Last time I tried to use the official Apache Parquet Java library, parsing "normal" Parquet files depended on parquet-avro because the library used Avro's GenericRecord class to represent rows from Parquet files with arbitrary schemas. So this problem would presumably affect any kind of Parquet parsing, even if there is absolutely no Avro actually involved.

(Yes, this doesn't make sense; the official Parquet Java library had some of the worst code design I've had the misfortune to depend on.)

Indeed, given the massive interest Parquet has generated over the past 5 years, and its critical role in modern data infrastructure, I’ve been disappointed every time I’ve dug into the open source ecosystem around it for one reason or another.

I think it’s revealing and unfortunate that everyone serious about Parquet, from DuckDB to Databricks, has written their own “codec”.

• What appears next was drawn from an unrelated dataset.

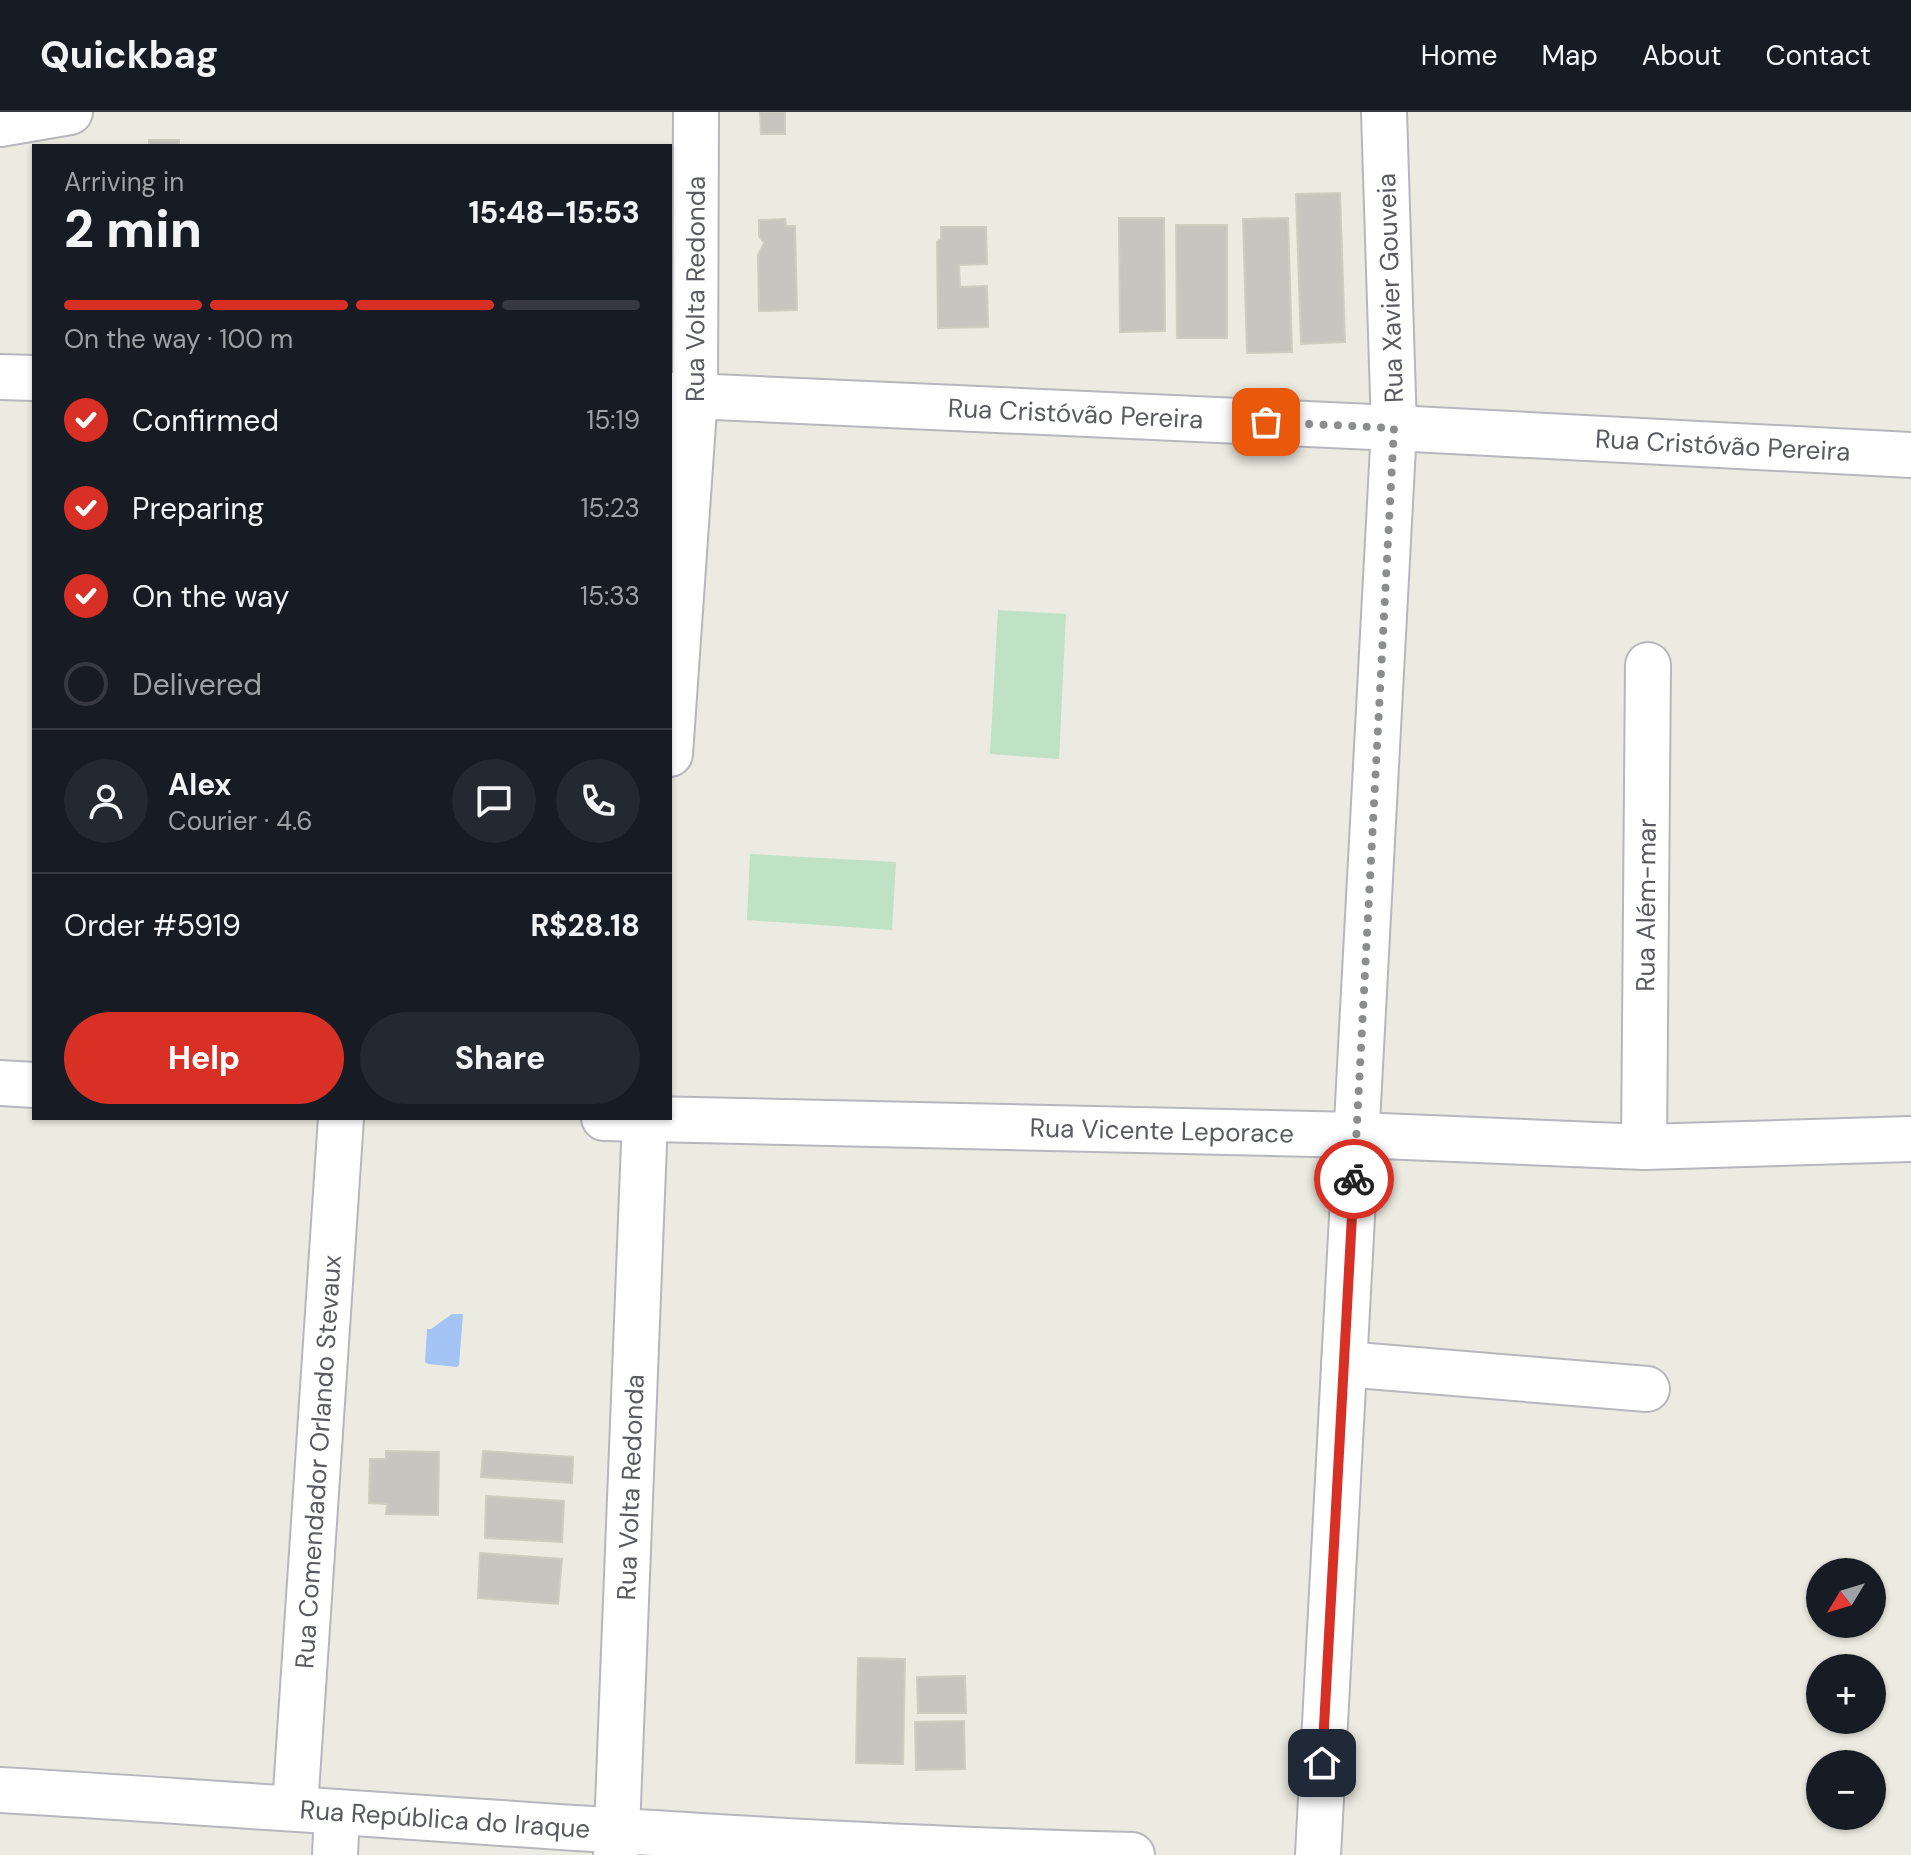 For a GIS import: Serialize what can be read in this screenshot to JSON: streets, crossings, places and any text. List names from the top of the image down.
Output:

Some recent frustrations on this front from the DuckDB folks:

https://duckdb.org/2025/01/22/parquet-encodings.html

  • Unfortunately many of the big data libraries are like that and there is no motivation to fix these things. One example is the ORC Java libraries that had 100s of unnecessary dependencies while at the same time importing the filesystem into the format itself.

The Apache Arrow libraries are a good alternative for reading parquet files in Java. They provide a column oriented interface, rather than the ugly Avro stuff in the Apache Parquet library.